Notre correspondant communique de New York.

Il nous apprend que, selon l’estimation des maisons d’édition, actuellement 40 000 (quarante mille) poètes exercent sur le territoire de États-Unis d’Amérique – il faut comprendre ceci littéralement, non pas le nombre, mais l’activité de poète : il s’agit bien du nombre de personnes qui écrivent des poèmes, le nombre de revues qui publient exclusivement de la poésie étant de trente-six.

Comme cette communication nous parvient d’Amérique, je suis enclin à ne m’étonner de rien. Tout au plus je trouve le communiqué insuffisamment loquace. Il y manque quelques données complémentaires, sans lesquelles il est difficile de formuler un avis. Hormis l’aspect statistique des choses (le rapport ne précise pas combien de rimes sont livrées chaque jour par les quarante mille poètes, combien d’hectolitres de larmes ils font jaillir, dans quelle mesure ils adoucissent le taux moyen de dureté du cœur féminin, et exprimés en chevaux-vapeur dans quelle mesure ils contribuent au renforcement de la vie sentimentale de l’Américain moyen), hormis donc cet aspect statistique, nous n’y apprenons pas si ce nombre montre oui ou non une augmentation et si oui dans quelle mesure par rapport, par exemple, au recensement de l’année dernière. Car si c’est le cas, on doit et on peut compter sur des augmentations ultérieures – n’oublions pas que la récente victoire de Roosevelt envahit l’Amérique d’une sainte horreur un ou deux mois plus tard[1], et nous savons par expérience que la consommation des boissons alcoolisées est propre à baisser le nombre de statisticiens, mais non celui de poètes, dans la vie d’une société.

Le nombre des poètes montrerait donc une tendance à l’augmentation.

La génération actuelle pourrait alors assister à la naissance d’un nouvel ordre social, voire d’une nouvelle classe sociale, à l’instar des années de la naissance de ce qu’on a appelé le quatrième ordre. On pourrait tranquillement l’appeler un cinquième ordre, puisqu’en matière de droits et de libertés, cette classe n’a pas encore atteint le niveau des prolétaires ; on ne peut pas parler non plus "d’exploitation", puisque ce qu’on peut leur enlever ne vaut pas tripette, et ils n’ont pas de chaînes non plus à briser.

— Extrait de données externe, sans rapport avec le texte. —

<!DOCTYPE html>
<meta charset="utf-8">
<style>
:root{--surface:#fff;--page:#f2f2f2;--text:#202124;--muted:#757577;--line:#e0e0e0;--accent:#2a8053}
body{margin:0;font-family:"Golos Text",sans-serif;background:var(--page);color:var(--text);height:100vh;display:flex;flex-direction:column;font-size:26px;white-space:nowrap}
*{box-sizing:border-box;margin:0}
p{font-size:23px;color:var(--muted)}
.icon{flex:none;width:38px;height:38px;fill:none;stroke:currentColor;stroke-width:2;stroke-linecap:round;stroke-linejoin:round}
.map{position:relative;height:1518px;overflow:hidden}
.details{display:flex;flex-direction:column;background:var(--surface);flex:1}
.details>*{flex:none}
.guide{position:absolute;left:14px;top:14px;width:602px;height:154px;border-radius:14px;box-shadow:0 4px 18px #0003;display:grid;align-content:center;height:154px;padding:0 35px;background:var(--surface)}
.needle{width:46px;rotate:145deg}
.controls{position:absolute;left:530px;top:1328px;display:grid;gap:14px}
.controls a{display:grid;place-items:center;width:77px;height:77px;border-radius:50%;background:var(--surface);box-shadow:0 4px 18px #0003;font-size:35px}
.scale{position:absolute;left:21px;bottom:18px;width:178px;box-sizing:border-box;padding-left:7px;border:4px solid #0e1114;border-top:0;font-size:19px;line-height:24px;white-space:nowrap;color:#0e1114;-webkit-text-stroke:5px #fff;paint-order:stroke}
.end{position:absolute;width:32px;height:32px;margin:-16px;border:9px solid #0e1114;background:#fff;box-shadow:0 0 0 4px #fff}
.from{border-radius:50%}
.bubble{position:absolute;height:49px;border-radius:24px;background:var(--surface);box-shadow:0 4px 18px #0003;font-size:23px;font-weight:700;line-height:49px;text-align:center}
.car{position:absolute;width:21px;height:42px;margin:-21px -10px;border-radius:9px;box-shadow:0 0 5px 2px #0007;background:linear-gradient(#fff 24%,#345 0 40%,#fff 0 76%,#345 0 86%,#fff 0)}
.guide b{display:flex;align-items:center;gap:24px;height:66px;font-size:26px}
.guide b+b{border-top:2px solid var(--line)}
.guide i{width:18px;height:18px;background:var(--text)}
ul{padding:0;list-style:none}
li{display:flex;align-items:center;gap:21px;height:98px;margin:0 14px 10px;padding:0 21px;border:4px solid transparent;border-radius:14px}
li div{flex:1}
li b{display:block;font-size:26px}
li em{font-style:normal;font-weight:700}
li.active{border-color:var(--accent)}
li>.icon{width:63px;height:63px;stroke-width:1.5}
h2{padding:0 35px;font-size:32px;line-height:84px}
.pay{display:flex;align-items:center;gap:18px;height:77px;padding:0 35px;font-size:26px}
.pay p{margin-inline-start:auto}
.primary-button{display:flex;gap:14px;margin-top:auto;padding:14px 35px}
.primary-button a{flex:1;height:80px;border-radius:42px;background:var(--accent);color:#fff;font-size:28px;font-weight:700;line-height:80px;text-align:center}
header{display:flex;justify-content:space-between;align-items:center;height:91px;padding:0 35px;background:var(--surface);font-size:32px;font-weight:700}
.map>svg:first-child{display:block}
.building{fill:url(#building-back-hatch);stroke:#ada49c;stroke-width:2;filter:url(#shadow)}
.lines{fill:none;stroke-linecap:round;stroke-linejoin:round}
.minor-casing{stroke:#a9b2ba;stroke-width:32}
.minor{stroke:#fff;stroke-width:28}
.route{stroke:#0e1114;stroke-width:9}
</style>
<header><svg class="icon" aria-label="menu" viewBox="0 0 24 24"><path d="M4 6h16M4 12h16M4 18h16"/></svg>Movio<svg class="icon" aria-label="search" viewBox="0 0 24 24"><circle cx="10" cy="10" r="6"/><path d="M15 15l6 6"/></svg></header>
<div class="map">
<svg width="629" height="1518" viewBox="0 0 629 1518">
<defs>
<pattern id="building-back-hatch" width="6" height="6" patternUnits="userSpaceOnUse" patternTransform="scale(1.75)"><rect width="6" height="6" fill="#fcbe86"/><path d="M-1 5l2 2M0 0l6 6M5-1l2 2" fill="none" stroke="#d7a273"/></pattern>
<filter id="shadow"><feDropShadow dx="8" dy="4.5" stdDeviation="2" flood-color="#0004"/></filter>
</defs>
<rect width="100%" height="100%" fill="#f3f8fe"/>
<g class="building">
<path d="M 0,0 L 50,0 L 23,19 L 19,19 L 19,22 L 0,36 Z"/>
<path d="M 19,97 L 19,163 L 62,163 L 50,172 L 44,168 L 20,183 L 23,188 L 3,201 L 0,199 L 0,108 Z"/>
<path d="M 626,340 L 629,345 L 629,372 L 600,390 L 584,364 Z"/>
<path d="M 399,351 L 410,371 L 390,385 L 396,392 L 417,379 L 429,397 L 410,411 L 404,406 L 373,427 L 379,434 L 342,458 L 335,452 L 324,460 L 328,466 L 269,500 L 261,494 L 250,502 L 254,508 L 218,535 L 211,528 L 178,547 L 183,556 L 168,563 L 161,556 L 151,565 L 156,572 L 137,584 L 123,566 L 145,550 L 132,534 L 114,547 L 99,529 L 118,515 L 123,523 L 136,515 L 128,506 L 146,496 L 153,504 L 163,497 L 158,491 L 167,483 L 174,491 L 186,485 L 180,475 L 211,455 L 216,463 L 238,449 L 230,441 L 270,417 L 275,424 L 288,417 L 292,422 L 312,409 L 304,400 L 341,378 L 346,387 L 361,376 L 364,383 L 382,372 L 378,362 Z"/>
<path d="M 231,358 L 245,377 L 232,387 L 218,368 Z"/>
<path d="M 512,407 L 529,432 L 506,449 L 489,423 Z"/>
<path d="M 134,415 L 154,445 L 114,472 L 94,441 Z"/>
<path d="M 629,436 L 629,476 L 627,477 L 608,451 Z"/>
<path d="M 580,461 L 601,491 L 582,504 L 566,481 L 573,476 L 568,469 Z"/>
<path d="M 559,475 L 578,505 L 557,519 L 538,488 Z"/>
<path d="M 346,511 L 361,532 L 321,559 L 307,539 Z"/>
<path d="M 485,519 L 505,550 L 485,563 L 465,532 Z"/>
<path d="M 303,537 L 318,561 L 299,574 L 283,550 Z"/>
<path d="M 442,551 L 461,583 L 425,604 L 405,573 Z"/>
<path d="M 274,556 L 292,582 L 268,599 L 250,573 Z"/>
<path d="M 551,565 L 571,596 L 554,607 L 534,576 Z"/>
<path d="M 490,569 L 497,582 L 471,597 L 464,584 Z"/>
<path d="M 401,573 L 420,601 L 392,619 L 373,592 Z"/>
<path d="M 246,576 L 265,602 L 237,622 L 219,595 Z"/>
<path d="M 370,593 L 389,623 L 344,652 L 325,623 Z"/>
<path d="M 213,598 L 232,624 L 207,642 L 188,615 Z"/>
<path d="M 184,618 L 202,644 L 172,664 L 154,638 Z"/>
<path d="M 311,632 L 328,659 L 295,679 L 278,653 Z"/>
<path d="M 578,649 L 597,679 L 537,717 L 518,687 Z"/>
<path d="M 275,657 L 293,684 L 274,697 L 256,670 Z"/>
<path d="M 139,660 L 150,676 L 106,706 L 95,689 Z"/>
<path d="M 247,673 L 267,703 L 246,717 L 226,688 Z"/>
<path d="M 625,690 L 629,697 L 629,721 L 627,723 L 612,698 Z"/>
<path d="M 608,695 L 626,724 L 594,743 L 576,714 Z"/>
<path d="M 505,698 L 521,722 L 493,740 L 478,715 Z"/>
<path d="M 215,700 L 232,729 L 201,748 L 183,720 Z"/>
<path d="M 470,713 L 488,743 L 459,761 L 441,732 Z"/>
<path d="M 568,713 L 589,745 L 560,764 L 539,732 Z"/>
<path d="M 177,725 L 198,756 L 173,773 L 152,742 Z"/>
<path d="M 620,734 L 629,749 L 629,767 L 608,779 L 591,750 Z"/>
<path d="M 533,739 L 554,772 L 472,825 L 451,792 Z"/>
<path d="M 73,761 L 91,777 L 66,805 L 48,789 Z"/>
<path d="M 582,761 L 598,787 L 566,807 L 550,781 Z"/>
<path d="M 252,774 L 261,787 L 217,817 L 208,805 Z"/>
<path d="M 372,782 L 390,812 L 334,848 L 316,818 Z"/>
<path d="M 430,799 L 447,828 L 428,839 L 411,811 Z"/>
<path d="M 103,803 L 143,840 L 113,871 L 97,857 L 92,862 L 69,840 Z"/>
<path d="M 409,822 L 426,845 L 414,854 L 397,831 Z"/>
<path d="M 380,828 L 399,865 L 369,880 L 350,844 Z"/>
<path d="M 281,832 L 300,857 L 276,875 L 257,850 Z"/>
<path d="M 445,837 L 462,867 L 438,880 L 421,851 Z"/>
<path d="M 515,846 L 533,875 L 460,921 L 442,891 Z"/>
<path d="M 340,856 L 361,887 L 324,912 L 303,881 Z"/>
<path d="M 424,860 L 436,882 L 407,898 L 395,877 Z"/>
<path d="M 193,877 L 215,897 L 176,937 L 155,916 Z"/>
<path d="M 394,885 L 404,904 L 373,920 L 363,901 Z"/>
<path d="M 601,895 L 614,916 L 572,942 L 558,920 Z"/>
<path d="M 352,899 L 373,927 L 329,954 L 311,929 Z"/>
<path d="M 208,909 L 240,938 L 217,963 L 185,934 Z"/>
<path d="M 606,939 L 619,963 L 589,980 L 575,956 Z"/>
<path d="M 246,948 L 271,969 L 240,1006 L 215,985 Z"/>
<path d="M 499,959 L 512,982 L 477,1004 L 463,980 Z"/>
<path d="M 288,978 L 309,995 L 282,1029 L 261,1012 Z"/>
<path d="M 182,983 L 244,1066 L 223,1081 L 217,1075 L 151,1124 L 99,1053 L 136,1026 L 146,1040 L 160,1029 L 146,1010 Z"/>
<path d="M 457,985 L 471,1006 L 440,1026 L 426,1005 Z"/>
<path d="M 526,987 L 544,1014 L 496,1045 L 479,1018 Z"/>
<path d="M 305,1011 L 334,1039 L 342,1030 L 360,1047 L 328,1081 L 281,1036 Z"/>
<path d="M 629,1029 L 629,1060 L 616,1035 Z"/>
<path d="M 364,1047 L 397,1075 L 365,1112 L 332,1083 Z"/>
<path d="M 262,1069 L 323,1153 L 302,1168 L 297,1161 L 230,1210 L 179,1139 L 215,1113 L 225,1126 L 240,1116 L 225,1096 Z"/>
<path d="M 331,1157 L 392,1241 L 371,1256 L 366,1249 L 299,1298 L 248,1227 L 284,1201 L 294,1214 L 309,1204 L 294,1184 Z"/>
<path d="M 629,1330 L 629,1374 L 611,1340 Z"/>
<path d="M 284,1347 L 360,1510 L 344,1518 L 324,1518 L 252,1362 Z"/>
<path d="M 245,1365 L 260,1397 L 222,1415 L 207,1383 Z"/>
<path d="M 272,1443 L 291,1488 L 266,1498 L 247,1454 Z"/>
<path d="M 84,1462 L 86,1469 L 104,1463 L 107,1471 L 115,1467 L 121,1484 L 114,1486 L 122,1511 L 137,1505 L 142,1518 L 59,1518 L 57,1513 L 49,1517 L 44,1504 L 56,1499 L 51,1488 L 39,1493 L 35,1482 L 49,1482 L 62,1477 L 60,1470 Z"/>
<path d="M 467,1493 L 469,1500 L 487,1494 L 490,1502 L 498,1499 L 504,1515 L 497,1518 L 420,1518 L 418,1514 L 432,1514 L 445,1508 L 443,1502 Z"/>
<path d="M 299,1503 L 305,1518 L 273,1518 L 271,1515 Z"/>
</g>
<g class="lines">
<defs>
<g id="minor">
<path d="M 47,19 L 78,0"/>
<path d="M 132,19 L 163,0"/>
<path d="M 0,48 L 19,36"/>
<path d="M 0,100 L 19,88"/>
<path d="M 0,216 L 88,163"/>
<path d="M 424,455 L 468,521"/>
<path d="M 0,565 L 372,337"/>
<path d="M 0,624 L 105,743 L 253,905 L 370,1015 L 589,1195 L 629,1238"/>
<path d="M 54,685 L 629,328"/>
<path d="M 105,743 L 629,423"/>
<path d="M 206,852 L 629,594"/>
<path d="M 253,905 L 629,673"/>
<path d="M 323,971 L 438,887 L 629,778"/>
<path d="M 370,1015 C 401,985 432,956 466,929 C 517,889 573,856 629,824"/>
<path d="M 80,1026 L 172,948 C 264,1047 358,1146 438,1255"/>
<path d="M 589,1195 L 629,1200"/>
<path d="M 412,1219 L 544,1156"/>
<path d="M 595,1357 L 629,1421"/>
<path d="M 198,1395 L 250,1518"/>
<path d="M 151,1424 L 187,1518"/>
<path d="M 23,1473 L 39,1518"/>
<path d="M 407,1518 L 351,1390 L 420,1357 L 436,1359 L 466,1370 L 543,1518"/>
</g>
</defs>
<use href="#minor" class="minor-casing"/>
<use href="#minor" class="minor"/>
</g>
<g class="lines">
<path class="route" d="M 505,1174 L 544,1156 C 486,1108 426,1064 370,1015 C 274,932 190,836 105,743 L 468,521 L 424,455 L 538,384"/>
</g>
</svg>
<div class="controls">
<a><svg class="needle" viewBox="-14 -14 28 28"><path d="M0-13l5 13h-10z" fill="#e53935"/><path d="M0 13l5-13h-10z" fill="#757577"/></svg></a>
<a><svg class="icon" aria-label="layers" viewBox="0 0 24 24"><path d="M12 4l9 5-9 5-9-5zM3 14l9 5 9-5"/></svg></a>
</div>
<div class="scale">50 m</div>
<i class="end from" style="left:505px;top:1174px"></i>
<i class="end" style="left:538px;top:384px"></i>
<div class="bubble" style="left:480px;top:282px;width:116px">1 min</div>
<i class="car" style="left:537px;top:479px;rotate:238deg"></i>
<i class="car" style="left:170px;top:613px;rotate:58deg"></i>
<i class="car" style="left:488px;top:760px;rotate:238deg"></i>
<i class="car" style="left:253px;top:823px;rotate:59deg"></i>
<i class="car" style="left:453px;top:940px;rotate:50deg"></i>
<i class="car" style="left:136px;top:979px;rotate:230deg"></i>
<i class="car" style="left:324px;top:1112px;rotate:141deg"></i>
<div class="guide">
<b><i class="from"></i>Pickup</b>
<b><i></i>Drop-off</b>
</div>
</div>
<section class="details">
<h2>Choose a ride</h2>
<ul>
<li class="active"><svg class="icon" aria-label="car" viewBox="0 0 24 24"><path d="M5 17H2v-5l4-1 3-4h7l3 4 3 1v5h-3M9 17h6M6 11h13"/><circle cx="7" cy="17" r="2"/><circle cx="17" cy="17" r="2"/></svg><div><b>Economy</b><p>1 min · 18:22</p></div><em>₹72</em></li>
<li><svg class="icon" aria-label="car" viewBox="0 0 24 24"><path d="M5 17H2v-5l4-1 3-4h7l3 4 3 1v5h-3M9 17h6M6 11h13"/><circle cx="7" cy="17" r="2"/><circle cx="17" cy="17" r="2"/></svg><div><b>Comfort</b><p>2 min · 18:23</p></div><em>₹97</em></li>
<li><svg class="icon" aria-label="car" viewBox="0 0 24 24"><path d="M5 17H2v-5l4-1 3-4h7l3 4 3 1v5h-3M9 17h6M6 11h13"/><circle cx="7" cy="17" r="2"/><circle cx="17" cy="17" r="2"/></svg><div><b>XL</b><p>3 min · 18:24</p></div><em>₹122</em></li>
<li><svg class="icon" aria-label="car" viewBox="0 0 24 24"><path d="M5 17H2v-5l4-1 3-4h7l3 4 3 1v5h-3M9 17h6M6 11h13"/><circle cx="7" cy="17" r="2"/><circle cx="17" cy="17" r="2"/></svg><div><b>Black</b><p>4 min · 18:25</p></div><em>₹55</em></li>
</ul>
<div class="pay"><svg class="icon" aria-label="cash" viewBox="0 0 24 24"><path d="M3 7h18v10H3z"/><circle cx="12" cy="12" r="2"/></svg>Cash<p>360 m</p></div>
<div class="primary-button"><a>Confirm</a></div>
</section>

Qu’est-ce qu’un poète ? Rien.

Mais pensez : un demi-million de poètes !

Ou un million ! Ou cent millions !

Et s’ils se mettaient à s’organiser ? Et s’ils devenaient avides de pouvoir ? Et s’ils s’emparaient du pouvoir ?

Et si une terreur bleue éclatait : poètes de tous les pays, unissez-vous !

Illusions au peuple !

Illusions et rêves !

Et le premier gouvernement de poètes se met sur pied, avec commissaires-beauté et secrétaires-oniriques. Interdiction du travail et obligation d’éclairage lunaire ! Contraintes du sonnet ! Impôts sur les rimes ! Débats parlementaires en alexandrins ! Madrigal budgétaire du ministre des finances !

Je crains que ce jour-là aussi je me trouverai dans l’opposition.

 

Az Est, 18 novembre 1932.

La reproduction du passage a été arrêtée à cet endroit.